I have a fixed width file which I'm working with in Python but when trying to load the file I get an error due to a hex value \x9f not being read. This is fixed by forcing the load of the file as latin-1 but when I try and replace the \x9f value its not working unless I write out to another file which doesn't seem efficient.

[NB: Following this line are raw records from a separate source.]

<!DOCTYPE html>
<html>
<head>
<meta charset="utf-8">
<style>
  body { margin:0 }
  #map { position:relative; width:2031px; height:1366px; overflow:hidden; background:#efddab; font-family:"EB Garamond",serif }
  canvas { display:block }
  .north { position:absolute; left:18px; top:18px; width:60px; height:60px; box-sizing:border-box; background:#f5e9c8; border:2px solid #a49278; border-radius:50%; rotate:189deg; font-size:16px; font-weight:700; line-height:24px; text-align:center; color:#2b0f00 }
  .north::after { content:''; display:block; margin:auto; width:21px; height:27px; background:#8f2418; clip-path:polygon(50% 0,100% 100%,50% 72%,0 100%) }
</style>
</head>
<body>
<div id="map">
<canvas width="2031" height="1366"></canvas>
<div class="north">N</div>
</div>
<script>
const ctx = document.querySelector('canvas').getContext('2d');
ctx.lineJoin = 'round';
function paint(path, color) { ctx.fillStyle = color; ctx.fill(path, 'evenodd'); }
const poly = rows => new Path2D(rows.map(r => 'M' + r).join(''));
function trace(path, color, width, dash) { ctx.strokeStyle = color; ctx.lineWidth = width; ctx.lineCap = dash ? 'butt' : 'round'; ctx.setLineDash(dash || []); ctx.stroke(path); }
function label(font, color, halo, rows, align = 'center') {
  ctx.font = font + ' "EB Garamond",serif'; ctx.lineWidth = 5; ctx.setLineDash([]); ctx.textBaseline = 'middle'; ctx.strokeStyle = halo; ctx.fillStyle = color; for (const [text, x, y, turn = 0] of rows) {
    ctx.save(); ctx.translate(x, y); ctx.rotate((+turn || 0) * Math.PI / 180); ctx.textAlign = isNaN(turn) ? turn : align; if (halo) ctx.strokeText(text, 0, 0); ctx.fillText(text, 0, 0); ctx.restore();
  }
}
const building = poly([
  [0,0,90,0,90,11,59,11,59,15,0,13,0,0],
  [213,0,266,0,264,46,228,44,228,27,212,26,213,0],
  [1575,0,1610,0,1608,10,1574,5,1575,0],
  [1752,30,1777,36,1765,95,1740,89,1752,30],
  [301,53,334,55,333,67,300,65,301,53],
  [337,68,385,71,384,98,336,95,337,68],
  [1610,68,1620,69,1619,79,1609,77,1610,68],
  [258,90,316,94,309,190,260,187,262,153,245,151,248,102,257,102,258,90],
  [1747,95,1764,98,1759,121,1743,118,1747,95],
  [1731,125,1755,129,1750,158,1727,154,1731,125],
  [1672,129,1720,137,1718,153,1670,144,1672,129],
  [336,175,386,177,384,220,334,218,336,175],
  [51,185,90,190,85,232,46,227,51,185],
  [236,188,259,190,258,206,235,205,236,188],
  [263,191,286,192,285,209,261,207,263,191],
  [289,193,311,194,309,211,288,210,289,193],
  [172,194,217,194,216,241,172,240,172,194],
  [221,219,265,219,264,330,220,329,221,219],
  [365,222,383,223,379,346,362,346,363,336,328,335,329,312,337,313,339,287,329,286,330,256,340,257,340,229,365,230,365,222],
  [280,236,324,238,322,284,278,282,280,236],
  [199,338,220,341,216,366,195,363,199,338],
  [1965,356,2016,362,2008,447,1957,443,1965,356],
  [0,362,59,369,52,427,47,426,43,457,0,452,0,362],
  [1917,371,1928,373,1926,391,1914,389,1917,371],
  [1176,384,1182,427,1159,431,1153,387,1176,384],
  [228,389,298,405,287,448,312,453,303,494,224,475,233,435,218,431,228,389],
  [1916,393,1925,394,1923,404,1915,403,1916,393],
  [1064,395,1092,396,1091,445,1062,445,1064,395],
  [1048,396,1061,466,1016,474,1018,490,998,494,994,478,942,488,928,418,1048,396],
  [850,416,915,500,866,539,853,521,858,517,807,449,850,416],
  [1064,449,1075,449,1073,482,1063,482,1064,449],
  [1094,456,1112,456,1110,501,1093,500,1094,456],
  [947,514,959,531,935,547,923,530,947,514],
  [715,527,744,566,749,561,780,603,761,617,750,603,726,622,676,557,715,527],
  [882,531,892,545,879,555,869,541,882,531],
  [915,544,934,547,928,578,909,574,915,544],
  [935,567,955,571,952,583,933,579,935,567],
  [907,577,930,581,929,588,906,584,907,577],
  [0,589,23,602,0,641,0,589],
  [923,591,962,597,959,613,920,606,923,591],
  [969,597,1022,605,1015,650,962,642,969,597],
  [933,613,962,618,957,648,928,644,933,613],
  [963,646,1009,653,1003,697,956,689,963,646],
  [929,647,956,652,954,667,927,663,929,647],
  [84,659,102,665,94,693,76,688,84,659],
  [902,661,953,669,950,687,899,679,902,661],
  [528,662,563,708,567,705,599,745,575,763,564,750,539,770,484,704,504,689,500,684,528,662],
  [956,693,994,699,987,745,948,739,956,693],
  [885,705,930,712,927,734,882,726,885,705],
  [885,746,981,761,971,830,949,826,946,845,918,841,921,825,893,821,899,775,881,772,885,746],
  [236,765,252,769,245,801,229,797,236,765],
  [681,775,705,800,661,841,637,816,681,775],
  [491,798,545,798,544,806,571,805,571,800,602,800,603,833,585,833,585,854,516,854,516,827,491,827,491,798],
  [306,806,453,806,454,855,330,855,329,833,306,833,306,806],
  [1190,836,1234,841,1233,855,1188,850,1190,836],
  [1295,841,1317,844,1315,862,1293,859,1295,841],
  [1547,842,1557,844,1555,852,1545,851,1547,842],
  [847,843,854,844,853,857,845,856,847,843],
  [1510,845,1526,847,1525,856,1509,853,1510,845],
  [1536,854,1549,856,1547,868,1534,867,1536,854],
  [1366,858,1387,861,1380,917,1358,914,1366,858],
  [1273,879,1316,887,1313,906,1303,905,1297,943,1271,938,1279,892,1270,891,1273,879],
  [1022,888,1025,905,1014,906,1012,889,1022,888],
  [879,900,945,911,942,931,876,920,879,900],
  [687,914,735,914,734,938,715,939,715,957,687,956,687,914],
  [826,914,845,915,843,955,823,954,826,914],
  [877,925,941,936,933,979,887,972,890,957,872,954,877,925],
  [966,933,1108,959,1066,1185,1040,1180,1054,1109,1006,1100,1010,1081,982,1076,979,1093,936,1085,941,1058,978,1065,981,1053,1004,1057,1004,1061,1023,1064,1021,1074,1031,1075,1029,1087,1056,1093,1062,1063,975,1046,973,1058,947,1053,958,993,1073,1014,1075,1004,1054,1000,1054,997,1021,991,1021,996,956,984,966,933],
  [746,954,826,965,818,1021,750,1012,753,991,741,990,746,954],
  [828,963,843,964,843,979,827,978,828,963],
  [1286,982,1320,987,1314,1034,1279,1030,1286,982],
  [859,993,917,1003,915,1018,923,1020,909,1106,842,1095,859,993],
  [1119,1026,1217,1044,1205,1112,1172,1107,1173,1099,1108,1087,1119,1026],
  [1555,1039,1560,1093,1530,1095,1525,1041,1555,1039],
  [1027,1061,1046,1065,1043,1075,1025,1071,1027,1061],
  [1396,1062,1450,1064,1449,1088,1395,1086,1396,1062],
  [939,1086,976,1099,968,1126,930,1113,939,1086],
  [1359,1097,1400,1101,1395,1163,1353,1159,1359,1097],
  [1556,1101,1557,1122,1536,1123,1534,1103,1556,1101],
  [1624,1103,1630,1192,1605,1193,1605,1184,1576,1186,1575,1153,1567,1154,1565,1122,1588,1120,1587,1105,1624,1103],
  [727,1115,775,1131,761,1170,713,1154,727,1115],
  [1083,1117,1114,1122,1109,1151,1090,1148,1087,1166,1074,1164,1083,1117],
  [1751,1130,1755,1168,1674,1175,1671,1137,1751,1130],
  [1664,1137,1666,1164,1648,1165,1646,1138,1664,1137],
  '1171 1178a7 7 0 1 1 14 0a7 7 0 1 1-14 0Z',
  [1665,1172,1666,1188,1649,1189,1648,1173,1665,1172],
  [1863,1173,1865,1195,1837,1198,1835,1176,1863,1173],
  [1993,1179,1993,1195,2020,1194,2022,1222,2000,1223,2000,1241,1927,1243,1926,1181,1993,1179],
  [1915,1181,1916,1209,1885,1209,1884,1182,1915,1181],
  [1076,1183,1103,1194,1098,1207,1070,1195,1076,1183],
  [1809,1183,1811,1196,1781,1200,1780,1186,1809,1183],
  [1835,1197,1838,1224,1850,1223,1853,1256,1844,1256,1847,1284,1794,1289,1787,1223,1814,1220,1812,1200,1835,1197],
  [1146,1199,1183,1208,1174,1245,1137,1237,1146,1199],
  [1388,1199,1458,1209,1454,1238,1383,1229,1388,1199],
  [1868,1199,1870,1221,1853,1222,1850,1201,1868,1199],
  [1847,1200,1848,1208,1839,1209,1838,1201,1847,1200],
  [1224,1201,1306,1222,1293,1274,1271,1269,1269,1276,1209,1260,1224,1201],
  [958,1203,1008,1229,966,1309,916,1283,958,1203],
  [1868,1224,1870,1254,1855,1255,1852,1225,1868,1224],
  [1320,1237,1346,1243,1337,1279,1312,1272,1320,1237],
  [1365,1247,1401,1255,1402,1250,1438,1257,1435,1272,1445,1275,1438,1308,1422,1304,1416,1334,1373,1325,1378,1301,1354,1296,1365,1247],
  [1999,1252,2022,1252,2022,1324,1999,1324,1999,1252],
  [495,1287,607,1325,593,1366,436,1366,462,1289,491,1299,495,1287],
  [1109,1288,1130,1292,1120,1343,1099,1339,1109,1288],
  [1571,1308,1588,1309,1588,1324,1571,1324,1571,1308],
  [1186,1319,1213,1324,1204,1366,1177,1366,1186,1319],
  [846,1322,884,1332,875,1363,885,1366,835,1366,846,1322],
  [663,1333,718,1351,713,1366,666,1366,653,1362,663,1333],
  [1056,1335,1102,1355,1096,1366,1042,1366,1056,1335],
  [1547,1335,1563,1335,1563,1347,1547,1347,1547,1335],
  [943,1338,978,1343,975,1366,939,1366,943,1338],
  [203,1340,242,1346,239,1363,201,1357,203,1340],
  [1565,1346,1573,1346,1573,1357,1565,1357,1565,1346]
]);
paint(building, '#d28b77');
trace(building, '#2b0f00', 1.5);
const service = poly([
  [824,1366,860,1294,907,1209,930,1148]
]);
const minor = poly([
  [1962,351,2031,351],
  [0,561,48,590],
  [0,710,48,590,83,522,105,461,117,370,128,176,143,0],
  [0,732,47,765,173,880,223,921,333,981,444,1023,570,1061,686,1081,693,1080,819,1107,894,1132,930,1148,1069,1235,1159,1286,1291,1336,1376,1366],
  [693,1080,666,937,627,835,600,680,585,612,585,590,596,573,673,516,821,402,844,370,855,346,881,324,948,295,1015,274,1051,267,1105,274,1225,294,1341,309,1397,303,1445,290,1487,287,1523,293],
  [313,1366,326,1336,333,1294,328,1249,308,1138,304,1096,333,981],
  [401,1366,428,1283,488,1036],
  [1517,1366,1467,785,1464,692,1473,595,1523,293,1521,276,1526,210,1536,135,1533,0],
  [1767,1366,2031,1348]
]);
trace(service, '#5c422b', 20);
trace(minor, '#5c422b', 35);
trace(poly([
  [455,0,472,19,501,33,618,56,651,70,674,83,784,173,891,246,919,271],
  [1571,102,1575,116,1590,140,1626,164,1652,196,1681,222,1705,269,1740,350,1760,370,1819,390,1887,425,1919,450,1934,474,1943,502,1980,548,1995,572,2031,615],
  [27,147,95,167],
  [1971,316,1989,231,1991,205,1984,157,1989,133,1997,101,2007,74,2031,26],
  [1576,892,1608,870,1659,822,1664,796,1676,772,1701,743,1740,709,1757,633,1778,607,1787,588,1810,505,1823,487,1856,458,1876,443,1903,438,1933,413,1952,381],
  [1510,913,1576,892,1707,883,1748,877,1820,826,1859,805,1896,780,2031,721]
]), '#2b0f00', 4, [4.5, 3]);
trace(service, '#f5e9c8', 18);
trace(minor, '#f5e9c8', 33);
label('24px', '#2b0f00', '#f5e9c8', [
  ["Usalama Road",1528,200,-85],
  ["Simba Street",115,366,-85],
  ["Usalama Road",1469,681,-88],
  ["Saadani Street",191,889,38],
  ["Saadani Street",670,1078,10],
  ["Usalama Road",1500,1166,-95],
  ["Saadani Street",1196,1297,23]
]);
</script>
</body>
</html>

Can anyone advise a better way of doing this please?
import pprint
import re, collections
import platform
#### INPUTS ####
layout = [
('ID', 0, 11),
('FIN-STATEMENT-IND', 83 , 84 ) ,
('RECENT-FIN-STAT-AGE', 84 , 86 ) ,
('FAILED-TO-FILE-IND', 86 , 87 ) ,
('FIN-STAT-OVDUE-IND', 87 , 88 ) ,
('NET-WORTH' , 88, 99 ) ,
]
headerdict = {}
#### OPEN ####
with open('uk_dcl_mrg.txt', 'r+', encoding='latin-1') as f:
for line in f:
f.write(line.replace('\x9f', '?'))
ct = 0
for line in f:
ct += 1
#### OUTOUT ####
for i in layout: ## Loop to create dictionary
headerdict[i[0]] = line[i[1]:i[2]]
print ('Sort by keys:')
for key in sorted(headerdict.keys()):
print ("%s: %s" % (key, headerdict[key]))
print(headerdict)
# print(platform.python_version())
if ct >= 1:
break
If I add the line below so I can write to a second file and then create the dictionary from this it works fine but I don't want to create a second file.
with open('uk_dcl_mrg_out.txt', 'r+', encoding='latin-1') as fo: